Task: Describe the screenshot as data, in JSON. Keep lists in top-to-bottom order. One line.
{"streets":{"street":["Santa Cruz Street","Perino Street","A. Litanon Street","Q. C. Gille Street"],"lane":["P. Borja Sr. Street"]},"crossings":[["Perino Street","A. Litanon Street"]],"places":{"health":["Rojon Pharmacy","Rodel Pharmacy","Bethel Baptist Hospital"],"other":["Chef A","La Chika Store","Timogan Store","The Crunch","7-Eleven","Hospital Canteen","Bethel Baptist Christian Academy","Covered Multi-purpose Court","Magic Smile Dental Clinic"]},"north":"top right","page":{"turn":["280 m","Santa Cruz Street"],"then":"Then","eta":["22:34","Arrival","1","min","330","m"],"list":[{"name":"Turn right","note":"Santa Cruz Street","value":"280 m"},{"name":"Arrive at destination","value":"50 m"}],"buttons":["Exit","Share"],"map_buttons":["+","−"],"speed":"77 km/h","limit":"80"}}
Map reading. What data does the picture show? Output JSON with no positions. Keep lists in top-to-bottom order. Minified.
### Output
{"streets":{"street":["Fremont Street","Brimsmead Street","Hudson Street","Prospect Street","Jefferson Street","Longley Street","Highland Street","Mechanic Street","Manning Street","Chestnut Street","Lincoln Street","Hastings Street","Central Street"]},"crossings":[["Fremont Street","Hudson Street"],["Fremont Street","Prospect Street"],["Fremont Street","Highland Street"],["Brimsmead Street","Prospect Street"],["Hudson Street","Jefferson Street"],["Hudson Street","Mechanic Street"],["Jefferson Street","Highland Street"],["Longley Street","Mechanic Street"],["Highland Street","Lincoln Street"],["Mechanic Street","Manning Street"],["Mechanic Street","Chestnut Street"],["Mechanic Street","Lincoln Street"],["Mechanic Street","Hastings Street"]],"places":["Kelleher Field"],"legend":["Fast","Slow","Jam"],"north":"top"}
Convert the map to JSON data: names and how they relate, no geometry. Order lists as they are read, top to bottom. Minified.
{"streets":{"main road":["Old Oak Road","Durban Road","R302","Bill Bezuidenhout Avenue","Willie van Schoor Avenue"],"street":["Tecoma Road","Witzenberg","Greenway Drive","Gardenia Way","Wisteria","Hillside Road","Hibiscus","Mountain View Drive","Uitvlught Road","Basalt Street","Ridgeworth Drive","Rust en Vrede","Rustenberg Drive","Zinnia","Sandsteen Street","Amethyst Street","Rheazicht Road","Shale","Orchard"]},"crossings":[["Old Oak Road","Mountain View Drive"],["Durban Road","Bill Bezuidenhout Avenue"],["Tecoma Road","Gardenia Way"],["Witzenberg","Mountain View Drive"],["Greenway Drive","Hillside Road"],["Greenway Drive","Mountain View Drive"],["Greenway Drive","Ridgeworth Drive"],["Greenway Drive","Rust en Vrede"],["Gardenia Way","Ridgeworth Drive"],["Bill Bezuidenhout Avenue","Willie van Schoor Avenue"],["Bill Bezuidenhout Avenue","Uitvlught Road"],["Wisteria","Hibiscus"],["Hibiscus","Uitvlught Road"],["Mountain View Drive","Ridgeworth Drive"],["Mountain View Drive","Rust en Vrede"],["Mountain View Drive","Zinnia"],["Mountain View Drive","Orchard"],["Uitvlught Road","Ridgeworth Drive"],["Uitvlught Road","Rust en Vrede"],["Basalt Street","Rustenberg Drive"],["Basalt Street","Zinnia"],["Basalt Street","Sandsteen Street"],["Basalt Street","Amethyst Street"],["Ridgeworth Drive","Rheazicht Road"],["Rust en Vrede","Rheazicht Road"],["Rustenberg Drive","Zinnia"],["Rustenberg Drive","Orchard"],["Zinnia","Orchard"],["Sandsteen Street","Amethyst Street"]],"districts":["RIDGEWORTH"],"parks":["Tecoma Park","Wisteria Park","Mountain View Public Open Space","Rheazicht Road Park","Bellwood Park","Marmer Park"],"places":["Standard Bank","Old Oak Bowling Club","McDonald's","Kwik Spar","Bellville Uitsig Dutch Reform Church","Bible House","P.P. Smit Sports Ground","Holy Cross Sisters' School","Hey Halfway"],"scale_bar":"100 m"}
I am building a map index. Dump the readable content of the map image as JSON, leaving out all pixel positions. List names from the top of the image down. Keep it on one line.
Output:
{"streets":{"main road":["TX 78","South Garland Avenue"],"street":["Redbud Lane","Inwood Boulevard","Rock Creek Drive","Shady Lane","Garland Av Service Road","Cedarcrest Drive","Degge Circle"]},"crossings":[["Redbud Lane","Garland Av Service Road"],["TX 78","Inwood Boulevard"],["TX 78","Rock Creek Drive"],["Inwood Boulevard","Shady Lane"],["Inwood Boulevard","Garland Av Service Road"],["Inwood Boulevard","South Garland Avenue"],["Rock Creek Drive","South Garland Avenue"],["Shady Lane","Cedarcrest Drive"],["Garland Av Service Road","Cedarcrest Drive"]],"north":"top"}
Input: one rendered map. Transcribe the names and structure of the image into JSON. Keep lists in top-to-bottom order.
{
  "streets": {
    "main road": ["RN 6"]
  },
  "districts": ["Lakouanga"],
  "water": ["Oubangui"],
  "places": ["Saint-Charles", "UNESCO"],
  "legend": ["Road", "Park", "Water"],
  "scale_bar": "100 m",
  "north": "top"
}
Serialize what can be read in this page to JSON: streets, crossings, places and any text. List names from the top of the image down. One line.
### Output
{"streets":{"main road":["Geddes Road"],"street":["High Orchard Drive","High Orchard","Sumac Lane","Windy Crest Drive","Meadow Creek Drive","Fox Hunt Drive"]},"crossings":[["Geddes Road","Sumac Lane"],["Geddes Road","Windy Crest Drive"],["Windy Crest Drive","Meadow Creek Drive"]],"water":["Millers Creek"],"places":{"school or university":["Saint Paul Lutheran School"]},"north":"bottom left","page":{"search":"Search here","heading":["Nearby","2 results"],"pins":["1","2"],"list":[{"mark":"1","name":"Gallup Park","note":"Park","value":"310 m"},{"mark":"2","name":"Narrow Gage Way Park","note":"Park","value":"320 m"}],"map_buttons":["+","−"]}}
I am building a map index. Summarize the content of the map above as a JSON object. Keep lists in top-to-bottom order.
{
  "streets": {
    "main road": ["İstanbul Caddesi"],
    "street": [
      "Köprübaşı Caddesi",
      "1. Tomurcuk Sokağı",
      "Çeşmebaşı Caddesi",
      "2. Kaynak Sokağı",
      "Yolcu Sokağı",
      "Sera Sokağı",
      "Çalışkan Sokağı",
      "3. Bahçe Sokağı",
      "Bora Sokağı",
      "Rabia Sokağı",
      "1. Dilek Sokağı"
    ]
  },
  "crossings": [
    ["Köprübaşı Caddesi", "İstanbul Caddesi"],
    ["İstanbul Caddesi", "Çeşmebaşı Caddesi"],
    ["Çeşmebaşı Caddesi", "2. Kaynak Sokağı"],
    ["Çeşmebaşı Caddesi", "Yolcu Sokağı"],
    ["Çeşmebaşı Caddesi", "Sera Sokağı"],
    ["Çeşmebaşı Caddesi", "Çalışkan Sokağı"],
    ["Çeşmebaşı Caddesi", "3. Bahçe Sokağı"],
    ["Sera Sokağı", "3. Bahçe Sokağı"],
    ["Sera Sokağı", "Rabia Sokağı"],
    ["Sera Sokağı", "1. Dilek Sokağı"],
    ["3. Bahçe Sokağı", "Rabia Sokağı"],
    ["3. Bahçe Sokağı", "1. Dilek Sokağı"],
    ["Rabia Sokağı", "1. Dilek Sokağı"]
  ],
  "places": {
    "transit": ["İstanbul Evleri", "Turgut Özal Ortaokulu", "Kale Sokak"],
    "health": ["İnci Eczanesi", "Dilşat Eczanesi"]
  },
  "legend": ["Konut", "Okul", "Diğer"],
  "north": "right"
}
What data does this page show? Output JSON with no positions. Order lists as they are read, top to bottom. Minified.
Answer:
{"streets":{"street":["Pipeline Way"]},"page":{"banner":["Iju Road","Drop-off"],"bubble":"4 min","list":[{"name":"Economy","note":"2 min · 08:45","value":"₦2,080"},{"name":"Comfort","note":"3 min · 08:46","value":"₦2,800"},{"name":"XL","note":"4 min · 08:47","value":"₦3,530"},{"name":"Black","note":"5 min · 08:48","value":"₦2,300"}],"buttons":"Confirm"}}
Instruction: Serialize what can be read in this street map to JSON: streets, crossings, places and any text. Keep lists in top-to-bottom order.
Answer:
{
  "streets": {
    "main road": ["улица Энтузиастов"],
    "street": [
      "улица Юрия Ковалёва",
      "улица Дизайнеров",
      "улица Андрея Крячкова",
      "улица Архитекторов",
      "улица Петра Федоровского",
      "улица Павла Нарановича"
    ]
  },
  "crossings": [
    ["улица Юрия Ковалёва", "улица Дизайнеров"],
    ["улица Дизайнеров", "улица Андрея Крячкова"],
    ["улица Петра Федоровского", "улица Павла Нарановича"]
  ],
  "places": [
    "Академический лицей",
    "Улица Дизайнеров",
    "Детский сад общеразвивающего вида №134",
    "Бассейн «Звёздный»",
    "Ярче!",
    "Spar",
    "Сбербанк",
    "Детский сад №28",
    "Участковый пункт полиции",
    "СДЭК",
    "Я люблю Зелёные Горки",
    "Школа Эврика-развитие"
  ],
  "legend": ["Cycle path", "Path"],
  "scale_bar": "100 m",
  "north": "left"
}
.....
= REQUIRED ACTION =
In the records above, which lines hold the string "Детский"? Copy each one.

= RESPONSE AREA =
    "Детский сад общеразвивающего вида №134",
    "Детский сад №28",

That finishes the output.